Among the iconic directors occupying the highest
strata of the world-cinema pantheon, Italian madman Federico Fellini is almost
certainly the one whose work I find the least interesting. And while one must
divide Fellini’s work into at least two categories, cerebral art pieces and
over-the-top freakouts, it’s fair to say that Fellini’s style is so extreme in
all circumstances that for non-fans, watching Fellini films is like listening
to a lunatic rant at top volume. The campy costuming, the grotesque characters,
the voluptuous production design, the weird dream sequences—it’s all just too
much, especially in the director’s later years, when he often slipped into
self-parody.
As a case in point, Fellini’s
Casanova is an absurdly overlong adaptation of the legendary 18th-century
lothario’s autobiography. Sprawling over 155 interminable minutes—that’s two and
a half hours of noisy nonsense—Fellini’s
Casanova contains attempts at many worthwhile things, such as questioning
whether Casanova actually made emotional connections with his conquests and, on
a deeper level, questioning what sort of existential malaise might drive a man
to live by his libido. The movie also tries to capture the melancholy notion of
an intelligent and sophisticated man who eventually became something of a
circus animal, demonstrating his storied virility when the aristocracy of
Europe expressed indifference to whatever else he might offer.
Alas,
co-writer/director Fellini surrounds these thoughtful elements with endless
scenes of cartoonish stupidity. The filmmaker’s usual gimmicks are present and
accounted for (extremely ugly supporting actors, women painted with whorish
makeup), and he also includes such bizarre characters as a giant woman who
wrestles men in a cage before taking sexy baths with her dwarf companions. (It
wouldn’t be a Fellini movie without dwarves.) Even the sex scenes are not
bereft of Fellini’s excessive stylization. The first carnal vignette, for
instance, features Casanova holding onto the hips of a woman with whom he’s
copulating and then bouncing around a room like some kind of erotic acrobat.

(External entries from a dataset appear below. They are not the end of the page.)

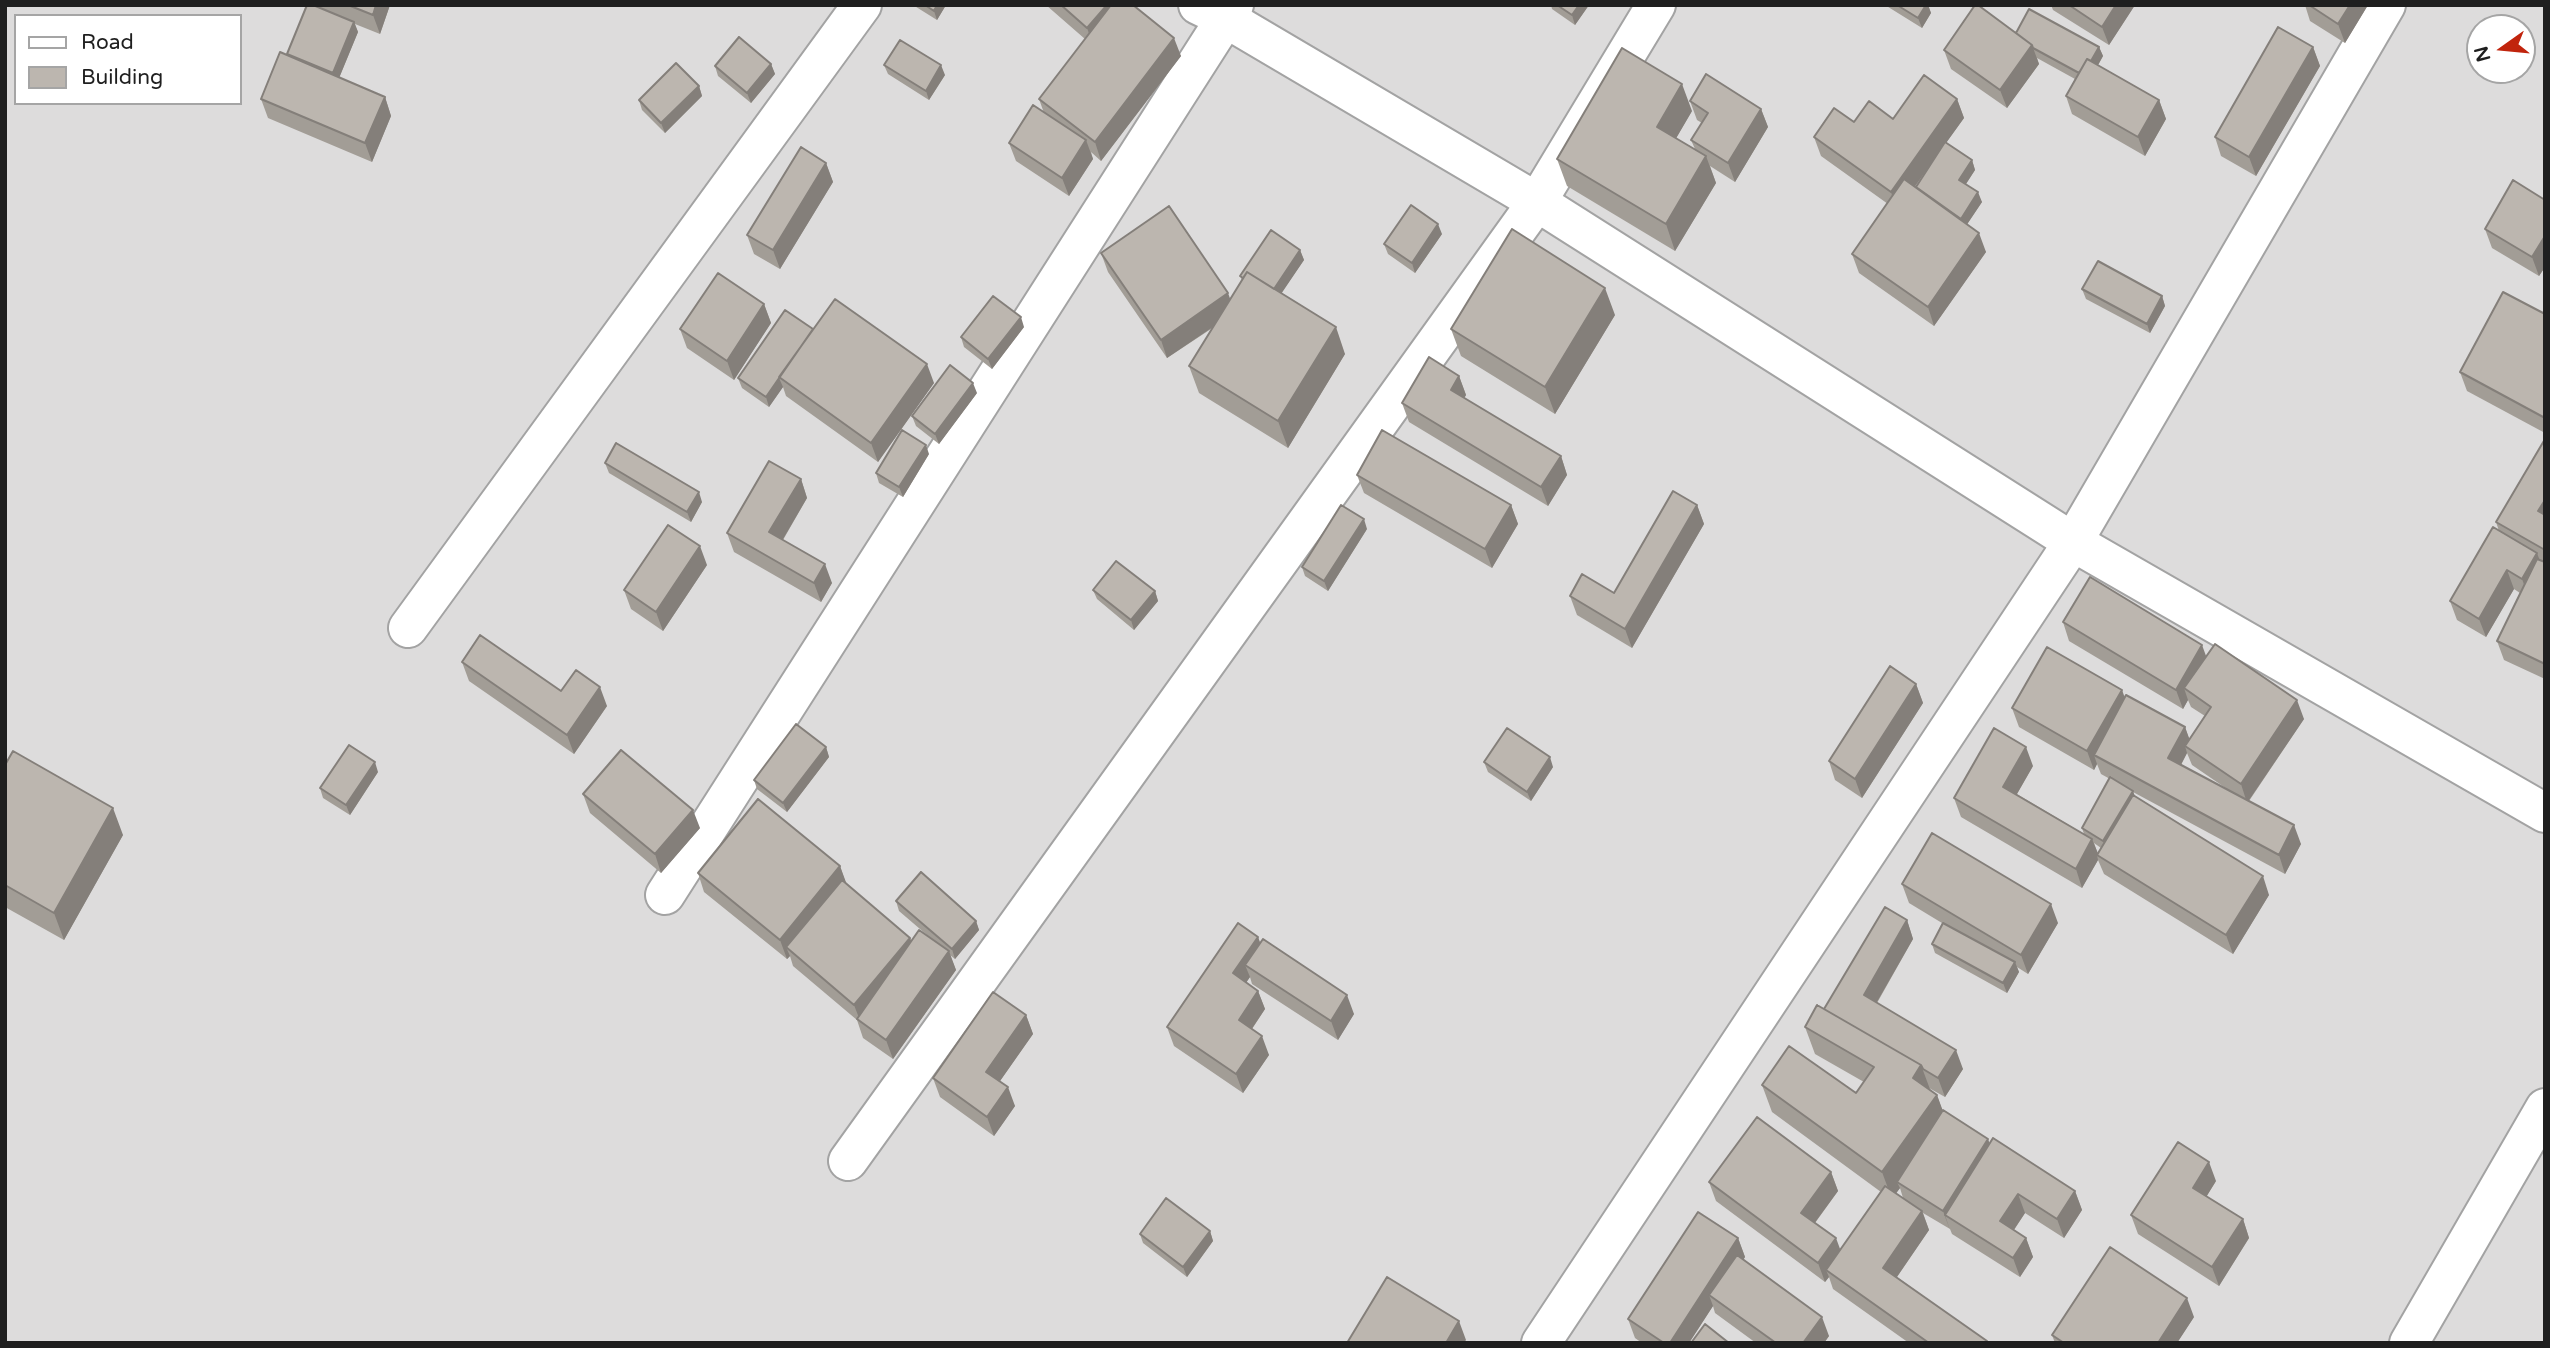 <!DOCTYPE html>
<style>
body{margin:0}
#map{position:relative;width:2550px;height:1348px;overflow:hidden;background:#efede6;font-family:"Varela Round",sans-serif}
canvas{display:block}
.frame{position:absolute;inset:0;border:7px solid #1f1f1f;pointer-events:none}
.legend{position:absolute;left:14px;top:14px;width:228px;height:91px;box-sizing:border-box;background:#fff;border:2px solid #a5a5a5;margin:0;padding:9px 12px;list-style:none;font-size:21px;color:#1f1f1f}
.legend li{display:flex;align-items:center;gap:14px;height:35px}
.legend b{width:35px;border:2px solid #a5a5a5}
.north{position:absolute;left:2466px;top:14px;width:70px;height:70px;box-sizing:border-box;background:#fff;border:2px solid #a5a5a5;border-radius:50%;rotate:255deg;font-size:19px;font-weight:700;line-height:28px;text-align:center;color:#1f1f1f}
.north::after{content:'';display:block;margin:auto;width:24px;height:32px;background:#c1240d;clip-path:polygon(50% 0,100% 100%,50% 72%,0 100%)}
</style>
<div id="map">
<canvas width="2550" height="1348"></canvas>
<div class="frame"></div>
<ul class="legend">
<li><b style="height:9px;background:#fff"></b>Road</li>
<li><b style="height:19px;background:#bcb6af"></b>Building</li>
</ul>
<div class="north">N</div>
</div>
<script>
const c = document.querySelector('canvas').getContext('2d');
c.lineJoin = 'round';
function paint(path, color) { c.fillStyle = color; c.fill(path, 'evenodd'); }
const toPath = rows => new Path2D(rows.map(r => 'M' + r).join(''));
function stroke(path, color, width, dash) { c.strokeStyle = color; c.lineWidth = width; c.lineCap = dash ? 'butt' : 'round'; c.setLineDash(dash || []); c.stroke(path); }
paint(toPath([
 [5,5,2545,5,2545,1343,5,1343],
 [16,16,240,16,240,103,16,103],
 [2480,28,2522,28,2522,70,2480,70]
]), '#dddcdc');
const minor = toPath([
 [408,628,862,5],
 [665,895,1234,5],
 [848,1161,1537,202,1656,5],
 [1541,1343,2073,542,2386,5],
 [2409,1343,2545,1108]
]);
const tertiary = toPath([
 [1198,5,1225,18,1537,202,2073,542,2545,813]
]);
stroke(minor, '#a3a3a3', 42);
stroke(tertiary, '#a3a3a3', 42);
stroke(minor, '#fff', 38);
stroke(tertiary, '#fff', 38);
paint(toPath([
 [307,5,390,5,380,34,355,24,358,32,339,78,385,97,391,116,372,162,268,118,261,99,287,55],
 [913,5,946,5,937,20],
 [1046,5,1133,5,1181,56,1101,161,1091,152,1093,159,1069,196,1016,161,1009,143,1044,113,1039,99,1085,39],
 [1551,5,1589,5,1575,25,1552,9],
 [1885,5,1928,5,1931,13,1922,28],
 [2051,5,2135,5,2109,45,2053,10],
 [2305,5,2368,5,2345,43,2310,21],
 [2016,33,2099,47,2103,56,2098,65,2159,100,2166,119,2145,156,2072,114,2066,96,2075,79,2037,58,2039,64,2007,108,1951,69,1944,50],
 [2313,47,2320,66,2256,176,2221,156,2215,137],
 [771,64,775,74,751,103,718,76,715,66],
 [884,65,945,75,929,100,888,74],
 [699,86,702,96,665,133,642,110,639,100],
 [1957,99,1964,118,1946,143,1972,160,1975,170,1966,184,1982,202,1967,224,1986,252,1934,326,1859,273,1852,254,1888,204,1821,156,1814,137,1854,122,1893,119],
 [1929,166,1916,187,1915,187],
 [1690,101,1761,109,1768,127,1735,182,1710,166,1716,183,1675,251,1567,186,1557,159,1692,111,1676,138,1695,149,1691,140,1702,123,1697,120],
 [826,163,833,182,780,269,754,254,747,235],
 [2545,200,2545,267,2539,276,2492,248,2485,229],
 [1442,234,1415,273,1388,254,1384,244],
 [1300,250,1304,260,1281,293,1345,354,1288,448,1199,393,1189,366,1214,327,1167,358,1108,272,1101,253,1230,299,1242,280,1240,276],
 [2082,289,2162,296,2165,306,2150,333,2086,299],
 [764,304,771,323,734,380,687,348,680,329],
 [2545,314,2545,433,2467,391,2460,372],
 [1615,315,1555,414,1461,356,1451,329],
 [1024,327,992,369,964,347,961,337],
 [813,329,934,383,878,462,786,396,783,387,769,407,742,388,738,378],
 [1459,376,1466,395,1464,398,1561,456,1567,475,1548,506,1409,422,1402,403],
 [977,393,939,444,916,426,912,416],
 [2545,439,2545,679,2504,660,2497,641,2520,593,2514,589,2486,637,2457,620,2450,601,2499,531,2496,522],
 [929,454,903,497,879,483,876,473],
 [605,463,702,502,691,522,609,473],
 [1357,475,1511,505,1518,524,1492,568,1364,493],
 [801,479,807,498,783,540,832,583,821,602,734,552,727,533],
 [1697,505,1704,524,1632,648,1577,615,1570,596,1614,593],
 [1367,529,1328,591,1305,576,1302,567],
 [707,565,663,631,631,609,624,590],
 [1093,590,1155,591,1158,601,1134,630,1097,599],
 [2063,622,2206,656,2304,719,2249,801,2301,844,2285,874,2133,792,2135,796,2269,895,2233,954,2104,874,2098,860,2082,888,1961,817,1954,798,2033,766,2017,794,2084,834,2082,828,2110,779,2101,774,2097,764,2094,770,2019,727,2012,708,2125,697,2185,727,2189,739,2205,716,2191,707,2188,700,2183,709,2069,641],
 [2187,753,2192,765,2230,791,2181,765],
 [2094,843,2101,848,2098,854],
 [462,662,561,691,607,706,574,754,469,681],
 [1916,684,1923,703,1862,798,1835,780,1829,761],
 [826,747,829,757,787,812,757,789,754,780],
 [1484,762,1553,767,1531,801,1488,772],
 [5,765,123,835,64,940,5,907],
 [378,772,350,815,323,798,320,788],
 [583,794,700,828,661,873,590,813],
 [840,866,846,884,910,938,911,941,934,941,899,911,896,901,976,921,979,930,955,959,950,955,956,970,893,1059,863,1038,857,1020,793,966,790,956,787,959,704,892,698,873],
 [1902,884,2058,923,2028,974,2017,967,2019,972,2007,993,1935,953,1932,944,1942,923,1909,903],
 [1907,920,1913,939,1877,1003,1963,1069,1945,1097,1929,1088,1930,1090,1937,1095,1942,1110,1990,1144,2075,1191,2082,1210,2064,1238,2025,1213,2014,1230,2026,1238,2033,1257,2020,1277,1952,1234,1950,1229,1923,1213,1929,1230,1897,1277,1987,1343,1909,1343,1833,1289,1829,1277,1825,1282,1716,1201,1709,1182,1831,1172,1838,1191,1815,1223,1840,1250,1881,1192,1772,1112,1762,1085,1856,1093,1864,1082,1815,1054,1805,1027,1824,1009],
 [1900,1188,1903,1198,1896,1193],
 [1258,937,1260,943,1354,1014,1338,1040,1252,984,1250,977,1246,982,1258,991,1265,1009,1252,1029,1269,1055,1243,1093,1174,1046,1167,1027],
 [1026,1015,1033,1034,1000,1081,1015,1106,994,1136,940,1097,933,1078],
 [2216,1181,2206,1197,2243,1219,2249,1238,2219,1286,2138,1234,2131,1215],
 [1210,1231,1213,1241,1187,1277,1143,1243,1140,1234],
 [1738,1238,1745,1257,1743,1260,1829,1336,1824,1343,1756,1343,1715,1313,1713,1306,1689,1343,1642,1343,1635,1338,1628,1319],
 [2194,1317,2177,1343,2055,1343,2052,1335]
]), '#a29d96');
paint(toPath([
 [376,5,390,5,380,34,373,15],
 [937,5,946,5,937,20,934,11],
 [1107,5,1113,5,1094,47,1087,28],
 [1579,5,1589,5,1575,25,1572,15],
 [1926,5,1928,5,1931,13,1922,28,1918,18],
 [2116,5,2135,5,2109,45,2102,27],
 [2350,5,2368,5,2345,43,2338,24],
 [354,22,358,32,337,83,333,73],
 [1174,38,1181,56,1101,161,1095,142],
 [2032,45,2039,64,2007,108,2000,90],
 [2099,47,2103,56,2087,85,2083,75],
 [2313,47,2320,66,2256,176,2249,157],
 [771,64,775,74,751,103,747,93],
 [941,65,945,75,929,100,926,91],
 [1682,84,1692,111,1667,154,1657,127],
 [699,86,702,96,665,133,661,123],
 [385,97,391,116,372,162,365,143],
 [1957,99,1964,118,1897,211,1891,192],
 [2159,100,2166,119,2145,156,2138,137],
 [1761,109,1768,127,1735,182,1728,163],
 [1086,140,1093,159,1069,196,1062,178],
 [1706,156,1716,183,1675,251,1666,224],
 [1972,160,1975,170,1962,190,1959,180],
 [826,163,833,182,780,269,773,250],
 [1978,192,1982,202,1964,229,1961,219],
 [1438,224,1442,234,1415,273,1412,263],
 [1979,233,1986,252,1934,326,1928,307],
 [2545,236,2545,267,2539,276,2532,257],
 [1300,250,1304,260,1273,306,1270,296],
 [1605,288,1615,315,1555,414,1545,387],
 [1228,293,1235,312,1167,358,1161,340],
 [2162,296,2165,306,2150,333,2147,324],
 [764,304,771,323,734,380,727,361],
 [1021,317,1024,327,992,369,988,359],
 [1336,327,1345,354,1288,448,1278,421],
 [927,364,934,383,878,462,871,443],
 [1459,376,1466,395,1458,409,1451,390],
 [779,378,783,387,769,407,766,397],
 [973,383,977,393,939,444,935,434],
 [926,445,929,454,903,497,899,487],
 [1561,456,1567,475,1548,506,1541,487],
 [801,479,807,498,776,551,769,532],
 [699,492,702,502,691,522,687,512],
 [2545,500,2545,530,2538,511],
 [1511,505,1518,524,1492,568,1485,549],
 [1697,505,1704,524,1632,648,1625,629],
 [1364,519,1367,529,1328,591,1324,581],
 [700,546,707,565,663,631,656,612],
 [2537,553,2544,572,2529,598,2522,579],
 [825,564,832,583,821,602,814,583],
 [2507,570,2514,589,2486,637,2479,619],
 [1155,591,1158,601,1134,630,1131,620],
 [2202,645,2209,664,2184,688,2188,700,2183,709,2176,690],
 [1916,684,1923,703,1862,798,1855,779],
 [600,687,607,706,574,754,567,735],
 [2122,690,2129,709,2094,755,2097,764,2094,770,2087,751],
 [2297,700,2304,719,2247,803,2241,784],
 [2185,727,2192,746,2185,746,2187,753,2175,776,2168,758],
 [826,747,829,757,787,812,783,803],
 [2026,747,2033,766,2010,806,2003,787],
 [1550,757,1553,767,1531,801,1527,792],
 [375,762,378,772,350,815,346,805],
 [2133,791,2136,800,2107,851,2103,841],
 [113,808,123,835,64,940,54,913],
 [693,810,700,828,661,873,655,854],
 [2294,825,2301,844,2285,874,2279,855],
 [2092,839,2099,856,2097,855,2098,860,2082,888,2076,869],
 [840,866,847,885,786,947,790,956,787,959,780,940],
 [2263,876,2269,895,2233,954,2226,935],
 [2051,904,2058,923,2028,974,2021,955],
 [1907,920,1913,939,1870,1014,1864,995],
 [976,921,979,930,955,959,952,949],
 [1258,937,1265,956,1245,965,1250,977,1240,992,1233,973],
 [910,938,917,957,861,1023,854,1005],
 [949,951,956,970,893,1059,886,1040],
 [2015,962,2019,972,2007,993,2003,983],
 [1258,991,1265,1009,1245,1039,1239,1020],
 [1347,995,1354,1014,1338,1040,1331,1021],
 [1026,1015,1033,1034,993,1091,986,1072],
 [1262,1036,1269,1055,1243,1093,1236,1074],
 [1956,1050,1963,1069,1945,1097,1938,1078],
 [1921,1065,1931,1092,1913,1078],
 [1008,1087,1015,1106,994,1136,987,1117],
 [1937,1095,1947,1122,1897,1182,1900,1188,1892,1199,1882,1172],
 [1988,1139,1995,1158,1945,1215,1950,1230,1943,1211],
 [2209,1162,2216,1181,2200,1207,2193,1188],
 [1831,1172,1838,1191,1808,1232,1801,1213],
 [2075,1191,2082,1210,2064,1238,2057,1219],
 [2018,1194,2025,1213,2007,1240,2000,1221],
 [1922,1211,1929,1230,1890,1287,1883,1268],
 [2243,1219,2249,1238,2219,1286,2212,1267],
 [1210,1231,1213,1241,1187,1277,1183,1267],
 [1738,1238,1745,1257,1717,1300,1709,1295,1713,1306,1689,1343,1670,1343],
 [1836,1238,1843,1257,1826,1270,1829,1277,1825,1282,1818,1263],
 [2026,1238,2033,1257,2020,1277,2013,1258],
 [2187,1298,2194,1317,2177,1343,2158,1343],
 [1822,1317,1829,1336,1824,1343,1803,1343],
 [1459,1321,1466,1340,1464,1343,1446,1343]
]), '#847f7a');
const building = toPath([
 [307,5,313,5,354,22,333,73,287,54,307,5],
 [348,5,376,5,373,15,348,5],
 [925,5,937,5,934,11,925,5],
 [1061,5,1107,5,1087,28,1061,5],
 [1111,5,1133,5,1174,38,1095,142,1039,99,1111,5],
 [1557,5,1579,5,1572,15,1557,5],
 [1897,5,1926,5,1918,18,1897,5],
 [1975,5,1978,5,2032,45,2000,90,1944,50,1975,5],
 [2069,5,2116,5,2102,27,2069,5],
 [2309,5,2350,5,2338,24,2309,5],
 [2029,9,2099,47,2091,61,2087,59,2079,73,2033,48,2032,45,2016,33,2029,9],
 [2278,27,2313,47,2249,157,2215,137,2278,27],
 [739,37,771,64,747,93,715,66,739,37],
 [900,40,941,65,926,91,884,65,900,40],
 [1622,48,1682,84,1657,127,1706,156,1666,224,1557,159,1622,48],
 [280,52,385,97,365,143,261,99,280,52],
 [2087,59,2159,100,2138,137,2066,96,2087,59],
 [676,63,699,86,661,123,639,100,676,63],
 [1706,74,1761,109,1728,163,1691,140,1708,113,1690,101,1706,74],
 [1924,75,1957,99,1891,192,1814,137,1834,108,1854,122,1869,101,1893,119,1924,75],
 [1033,105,1086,140,1062,178,1009,143,1033,105],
 [1945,142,1972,160,1959,180,1978,192,1961,219,1916,187,1945,142],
 [801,147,826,163,773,250,747,235,801,147],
 [1904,179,1979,233,1928,307,1852,254,1904,179],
 [2513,180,2545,200,2545,236,2532,257,2485,229,2513,180],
 [1411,205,1438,224,1412,263,1384,244,1411,205],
 [1169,206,1228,293,1161,340,1101,253,1169,206],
 [1512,229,1605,288,1545,387,1451,329,1512,229],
 [1271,230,1300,250,1274,289,1247,272,1243,278,1240,276,1271,230],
 [2098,261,2162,296,2147,324,2082,289,2098,261],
 [1247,272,1336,327,1278,421,1189,366,1247,272],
 [718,273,764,304,727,361,680,329,718,273],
 [2503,292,2545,314,2545,418,2460,372,2503,292],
 [993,296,1021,317,988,359,961,337,993,296],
 [835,299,927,364,871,443,779,377,835,299],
 [785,310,813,329,766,397,738,378,785,310],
 [1429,357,1459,376,1451,390,1561,456,1541,487,1402,403,1429,357],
 [950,365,973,383,935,434,912,416,950,365],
 [902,430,926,445,899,487,876,473,902,430],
 [1382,430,1511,505,1485,549,1357,475,1382,430],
 [2545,439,2545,500,2538,511,2545,515,2545,550,2496,522,2545,439],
 [616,443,699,492,687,512,605,463,616,443],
 [769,461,801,479,769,532,825,564,814,583,727,533,769,461],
 [1673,491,1697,505,1625,629,1570,596,1582,574,1614,593,1673,491],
 [1341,505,1364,519,1324,581,1302,567,1341,505],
 [668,525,700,546,656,612,624,590,668,525],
 [2493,527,2537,553,2522,579,2507,570,2479,619,2450,601,2493,527],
 [2537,559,2545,562,2545,664,2497,641,2537,559],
 [1116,561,1155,591,1131,620,1093,590,1116,561],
 [2090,577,2202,645,2176,690,2063,622,2090,577],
 [480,635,561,691,576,670,600,687,567,735,462,662,480,635],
 [2215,644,2297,700,2241,784,2185,746,2211,707,2184,688,2215,644],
 [2047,647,2122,690,2087,751,2012,708,2047,647],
 [1890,666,1916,684,1855,779,1829,761,1890,666],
 [2126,695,2185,727,2168,758,2294,825,2279,855,2094,755,2126,695],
 [796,724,826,747,783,803,754,780,796,724],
 [1507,728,1550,757,1527,792,1484,762,1507,728],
 [1994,728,2026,747,2003,787,2092,839,2076,869,1954,798,1994,728],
 [349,745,375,762,346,805,320,788,349,745],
 [621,750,693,810,655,854,583,794,621,750],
 [13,751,113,808,54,913,5,885,5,765,13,751],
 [2110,777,2133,791,2103,841,2082,828,2110,777],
 [2133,795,2263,876,2226,935,2097,855,2133,795],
 [758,799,840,866,780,940,698,873,758,799],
 [1932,833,2051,904,2021,955,1902,884,1932,833],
 [921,872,976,921,952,949,896,901,921,872],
 [842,880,910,938,854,1005,786,947,842,880],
 [1885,907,1907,920,1864,995,1956,1050,1938,1078,1923,1069,1921,1065,1824,1009,1885,907],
 [1238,923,1258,937,1233,973,1258,991,1239,1020,1262,1036,1236,1074,1167,1027,1238,923],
 [1943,923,2015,962,2003,983,1932,944,1943,923],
 [919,930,949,951,886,1040,857,1019,919,930],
 [1263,939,1347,995,1331,1021,1245,965,1263,939],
 [993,992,1026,1015,986,1072,1008,1087,987,1117,933,1078,993,992],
 [1817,1005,1921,1065,1913,1078,1937,1095,1882,1172,1762,1085,1789,1046,1856,1093,1874,1067,1805,1027,1817,1005],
 [1943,1110,1988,1139,1943,1211,1897,1182,1943,1110],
 [1757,1117,1831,1172,1801,1213,1836,1238,1818,1263,1709,1182,1757,1117],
 [1993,1138,2075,1191,2057,1219,2018,1194,2000,1221,2026,1238,2013,1258,1945,1215,1993,1138],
 [2178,1142,2209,1162,2193,1188,2243,1219,2212,1267,2131,1215,2178,1142],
 [1885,1186,1922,1211,1883,1268,1987,1341,1986,1343,1929,1343,1826,1270,1885,1186],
 [1166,1198,1210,1231,1183,1267,1140,1234,1166,1198],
 [1698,1212,1738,1238,1670,1343,1664,1343,1628,1319,1698,1212],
 [2110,1247,2187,1298,2158,1343,2064,1343,2052,1335,2110,1247],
 [1737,1255,1822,1317,1803,1343,1776,1343,1709,1295,1737,1255],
 [1387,1277,1459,1321,1446,1343,1347,1343,1387,1277],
 [1705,1324,1729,1343,1691,1343,1705,1324]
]);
paint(building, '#bcb6af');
stroke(building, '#847f7a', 2);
</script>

Exacerbating the strangeness of the scene—and, for that
matter, of the whole movie—is the manner in which Fellini presents his unlikely
leading man, lanky and sardonic Canadian Donald Sutherland. The actor shaved
the front of his scalp for this role, and then applied makeup prosthetics to
his nose and chin before topping off the clownish effect with exaggerated eye
shadow. He looks like a psychotic drag queen, especially when Fellini frames various
point-of-view shots—from the perspective of Casanova’s sex partners—in which
Sutherland pumps away at women with the aggression and snarling facial
expressions of an athlete doing reps. (Rest assured, not a single frame of Fellini’s Casanova is sexy, despite the
presence of lovely starlet Tina Aumont in the supporting cast.)
Since Fellini’s Casanova employs a meandering,
dreamlike story structure that wafts back and forth between time periods, the
overall desired effect becomes hopelessly obscured. Is the movie supposed to be
a criticism of Casanova’s libertine ways, hence the animalistic portrayal? Is
the movie supposed to indict the audience for being fascinated by Casanova’s
sex life? Or is the movie just another in a long series of intellectually
masturbatory indulgences by a director who never seemed to recognize when
enough was enough? Maybe you’re a Fellini fan who cares enough to find answers
to these questions, but simply raising the questions represents as much effort
as I’m willing to invest. As a last thought, however, I’m willing to
acknowledge that Fellini’s Casanova
is filled with eye candy for those who subscribe to the more-is-more aesthetic,
notably during the impressive but bewildering opening scene of an nighttime
outdoor carnival in Venice.
Fellini’s
Casanova: FREAKY
2 comments:
I admire many Fellini films,not this one especially.I feel he had more than peaked by the mid-60s. Still,calling him a mad man seems uncalled for and you reveal your bias against his work at the start of your review
This is a case of the poster being far more interesting than the movie. The set design is at least appealing, but not much worth watching happens on those sets. A bizarrely boring film.